If you're a triathlete, you're probably thinking to yourself - Are you really going to join that sea of purple? To you, I say YES! And proudly so. Having worked my ass off (quite literally) to endure an olympic distance triathlon, I cheered on the TNT athletes with supreme admiration. Training for an endurance event is hard enough -- dedicating the energy to gather donations is another feat in itself! 
Yesterday I met Myland, a sweet, beautiful and young blood cancer survivor.
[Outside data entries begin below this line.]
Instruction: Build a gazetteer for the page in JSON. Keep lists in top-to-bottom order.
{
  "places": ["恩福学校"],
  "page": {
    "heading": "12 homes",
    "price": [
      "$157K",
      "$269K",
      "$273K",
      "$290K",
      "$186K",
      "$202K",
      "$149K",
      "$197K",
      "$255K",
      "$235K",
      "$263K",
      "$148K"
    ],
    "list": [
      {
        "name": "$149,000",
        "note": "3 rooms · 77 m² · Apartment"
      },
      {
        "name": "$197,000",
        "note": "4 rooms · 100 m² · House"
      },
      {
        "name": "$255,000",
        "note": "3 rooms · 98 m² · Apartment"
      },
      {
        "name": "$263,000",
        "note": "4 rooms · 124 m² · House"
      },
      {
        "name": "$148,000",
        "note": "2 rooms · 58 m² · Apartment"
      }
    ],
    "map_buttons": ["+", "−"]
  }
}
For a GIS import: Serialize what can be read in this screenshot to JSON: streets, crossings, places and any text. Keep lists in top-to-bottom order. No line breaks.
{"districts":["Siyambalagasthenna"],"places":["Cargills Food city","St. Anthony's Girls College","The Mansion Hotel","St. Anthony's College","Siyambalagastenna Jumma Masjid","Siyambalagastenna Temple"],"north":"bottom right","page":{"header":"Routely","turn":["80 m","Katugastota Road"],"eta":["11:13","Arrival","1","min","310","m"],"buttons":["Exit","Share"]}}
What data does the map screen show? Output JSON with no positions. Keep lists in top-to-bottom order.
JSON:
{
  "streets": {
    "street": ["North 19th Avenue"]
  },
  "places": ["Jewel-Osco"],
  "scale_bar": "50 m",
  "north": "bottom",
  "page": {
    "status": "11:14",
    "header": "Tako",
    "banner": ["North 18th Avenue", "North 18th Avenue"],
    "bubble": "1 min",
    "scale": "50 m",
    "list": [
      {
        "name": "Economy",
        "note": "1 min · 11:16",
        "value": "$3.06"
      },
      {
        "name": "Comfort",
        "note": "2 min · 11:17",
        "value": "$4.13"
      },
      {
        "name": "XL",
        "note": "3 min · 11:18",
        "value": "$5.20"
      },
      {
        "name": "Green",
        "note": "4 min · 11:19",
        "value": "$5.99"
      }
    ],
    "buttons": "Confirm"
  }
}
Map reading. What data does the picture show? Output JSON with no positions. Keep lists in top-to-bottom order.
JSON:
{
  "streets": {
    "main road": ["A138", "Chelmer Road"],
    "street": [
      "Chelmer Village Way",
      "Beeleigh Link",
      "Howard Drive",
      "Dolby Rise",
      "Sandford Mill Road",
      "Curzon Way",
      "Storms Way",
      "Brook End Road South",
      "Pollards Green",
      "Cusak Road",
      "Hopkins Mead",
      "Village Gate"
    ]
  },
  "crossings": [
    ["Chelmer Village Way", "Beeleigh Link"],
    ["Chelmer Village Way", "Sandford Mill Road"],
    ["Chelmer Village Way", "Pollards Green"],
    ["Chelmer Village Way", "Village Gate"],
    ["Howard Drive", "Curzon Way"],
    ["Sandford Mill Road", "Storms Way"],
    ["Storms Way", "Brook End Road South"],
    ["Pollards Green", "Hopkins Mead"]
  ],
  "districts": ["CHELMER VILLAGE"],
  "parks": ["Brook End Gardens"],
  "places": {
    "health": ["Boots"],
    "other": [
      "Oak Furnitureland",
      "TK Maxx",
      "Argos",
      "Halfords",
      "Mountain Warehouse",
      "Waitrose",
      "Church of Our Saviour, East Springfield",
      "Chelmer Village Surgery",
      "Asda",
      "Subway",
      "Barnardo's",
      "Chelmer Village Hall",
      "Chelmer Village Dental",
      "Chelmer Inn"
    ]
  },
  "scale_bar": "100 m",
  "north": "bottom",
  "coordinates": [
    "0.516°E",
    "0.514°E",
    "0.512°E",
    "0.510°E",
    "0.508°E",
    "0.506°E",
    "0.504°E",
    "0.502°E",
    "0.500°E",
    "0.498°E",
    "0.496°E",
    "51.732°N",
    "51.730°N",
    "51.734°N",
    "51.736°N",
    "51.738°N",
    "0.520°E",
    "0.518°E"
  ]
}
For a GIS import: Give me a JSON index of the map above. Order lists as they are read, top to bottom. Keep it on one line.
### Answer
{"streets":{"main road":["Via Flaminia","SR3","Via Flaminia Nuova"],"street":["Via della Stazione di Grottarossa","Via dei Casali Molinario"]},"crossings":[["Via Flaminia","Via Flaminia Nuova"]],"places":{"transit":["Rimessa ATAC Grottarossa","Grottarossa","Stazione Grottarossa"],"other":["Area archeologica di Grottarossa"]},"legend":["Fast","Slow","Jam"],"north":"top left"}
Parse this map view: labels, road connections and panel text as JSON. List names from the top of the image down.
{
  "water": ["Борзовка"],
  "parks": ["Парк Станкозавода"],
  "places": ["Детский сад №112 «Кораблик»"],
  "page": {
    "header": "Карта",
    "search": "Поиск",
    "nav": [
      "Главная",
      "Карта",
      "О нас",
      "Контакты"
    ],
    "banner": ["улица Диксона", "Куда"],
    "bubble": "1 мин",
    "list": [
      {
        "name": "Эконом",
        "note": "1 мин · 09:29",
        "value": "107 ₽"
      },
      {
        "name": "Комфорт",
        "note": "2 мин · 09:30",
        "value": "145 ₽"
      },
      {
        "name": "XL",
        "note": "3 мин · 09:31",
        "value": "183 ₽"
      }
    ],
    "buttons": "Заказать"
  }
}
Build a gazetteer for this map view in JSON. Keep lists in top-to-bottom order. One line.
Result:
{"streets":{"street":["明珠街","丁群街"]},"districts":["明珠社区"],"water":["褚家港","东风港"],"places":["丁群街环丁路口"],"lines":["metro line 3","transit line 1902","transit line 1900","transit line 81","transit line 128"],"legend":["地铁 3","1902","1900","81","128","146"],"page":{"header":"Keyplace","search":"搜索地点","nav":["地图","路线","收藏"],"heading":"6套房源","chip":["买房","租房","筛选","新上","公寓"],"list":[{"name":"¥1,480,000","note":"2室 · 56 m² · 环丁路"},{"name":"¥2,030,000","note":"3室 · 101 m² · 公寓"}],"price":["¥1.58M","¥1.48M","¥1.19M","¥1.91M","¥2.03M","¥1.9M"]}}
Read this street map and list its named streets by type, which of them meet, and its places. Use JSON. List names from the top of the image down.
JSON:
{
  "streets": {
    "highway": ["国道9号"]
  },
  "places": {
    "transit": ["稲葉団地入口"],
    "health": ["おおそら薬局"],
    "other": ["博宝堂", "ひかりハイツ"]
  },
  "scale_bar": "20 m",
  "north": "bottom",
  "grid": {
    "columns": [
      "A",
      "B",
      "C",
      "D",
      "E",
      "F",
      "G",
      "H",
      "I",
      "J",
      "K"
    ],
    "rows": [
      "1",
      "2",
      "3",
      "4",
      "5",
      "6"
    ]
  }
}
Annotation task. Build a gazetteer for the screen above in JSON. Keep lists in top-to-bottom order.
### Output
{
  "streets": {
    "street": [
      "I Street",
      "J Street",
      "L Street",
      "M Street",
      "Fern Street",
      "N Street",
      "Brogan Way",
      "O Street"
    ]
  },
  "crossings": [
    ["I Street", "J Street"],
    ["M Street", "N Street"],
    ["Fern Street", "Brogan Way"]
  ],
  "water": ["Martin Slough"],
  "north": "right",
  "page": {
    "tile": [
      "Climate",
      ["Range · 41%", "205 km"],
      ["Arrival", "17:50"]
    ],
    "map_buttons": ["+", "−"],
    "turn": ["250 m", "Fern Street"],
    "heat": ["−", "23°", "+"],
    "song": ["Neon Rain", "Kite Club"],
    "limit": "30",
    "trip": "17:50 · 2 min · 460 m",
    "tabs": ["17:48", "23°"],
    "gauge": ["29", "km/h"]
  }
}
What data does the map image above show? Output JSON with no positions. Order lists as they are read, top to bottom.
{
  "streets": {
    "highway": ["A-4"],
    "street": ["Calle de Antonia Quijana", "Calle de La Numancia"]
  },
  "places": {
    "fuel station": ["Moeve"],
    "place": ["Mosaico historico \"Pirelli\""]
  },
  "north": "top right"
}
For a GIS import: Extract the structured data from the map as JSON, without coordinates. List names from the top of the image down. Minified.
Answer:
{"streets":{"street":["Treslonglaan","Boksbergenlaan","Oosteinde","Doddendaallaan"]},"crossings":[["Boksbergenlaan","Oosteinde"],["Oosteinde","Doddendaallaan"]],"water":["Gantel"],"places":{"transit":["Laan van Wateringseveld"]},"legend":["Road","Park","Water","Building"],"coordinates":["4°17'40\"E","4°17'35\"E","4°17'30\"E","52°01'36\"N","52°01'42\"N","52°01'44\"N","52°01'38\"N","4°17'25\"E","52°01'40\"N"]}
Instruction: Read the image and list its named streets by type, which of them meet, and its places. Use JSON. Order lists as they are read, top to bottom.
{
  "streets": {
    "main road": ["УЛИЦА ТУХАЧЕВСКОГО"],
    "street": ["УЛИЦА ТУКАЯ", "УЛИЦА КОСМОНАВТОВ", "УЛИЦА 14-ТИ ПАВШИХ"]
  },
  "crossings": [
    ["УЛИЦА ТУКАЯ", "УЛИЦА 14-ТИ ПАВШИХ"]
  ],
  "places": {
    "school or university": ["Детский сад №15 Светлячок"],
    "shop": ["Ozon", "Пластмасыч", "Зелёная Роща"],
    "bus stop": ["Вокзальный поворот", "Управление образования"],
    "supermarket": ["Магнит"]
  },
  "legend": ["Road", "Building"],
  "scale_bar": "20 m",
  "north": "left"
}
Her beauty and grace absolutely moved me.
To my absolute delight, I received this message from Myland -  
I want to personally THANK YOU for joining the fight against blood cancers. As a team honoree, I am one of those teammates who can say I am alive today because of the research and development of new therapies made possible by people like you fundraising for The Leukemia & Lymphoma Society. My life dramatically changed in July 2006 when I was diagnosed with acute lymphocytic leukemia (ALL). I endured debilitating chemotherapy and radiation treatments while waiting for a suitably matched donor for a lifesaving bone marrow transplant, my only hope for survival.
I cannot wait to get to know Myland better, connect with other cancer survivors, and race and train in honor of those who lost their battles.  Please make a donation. Those Karma points work WONDERS.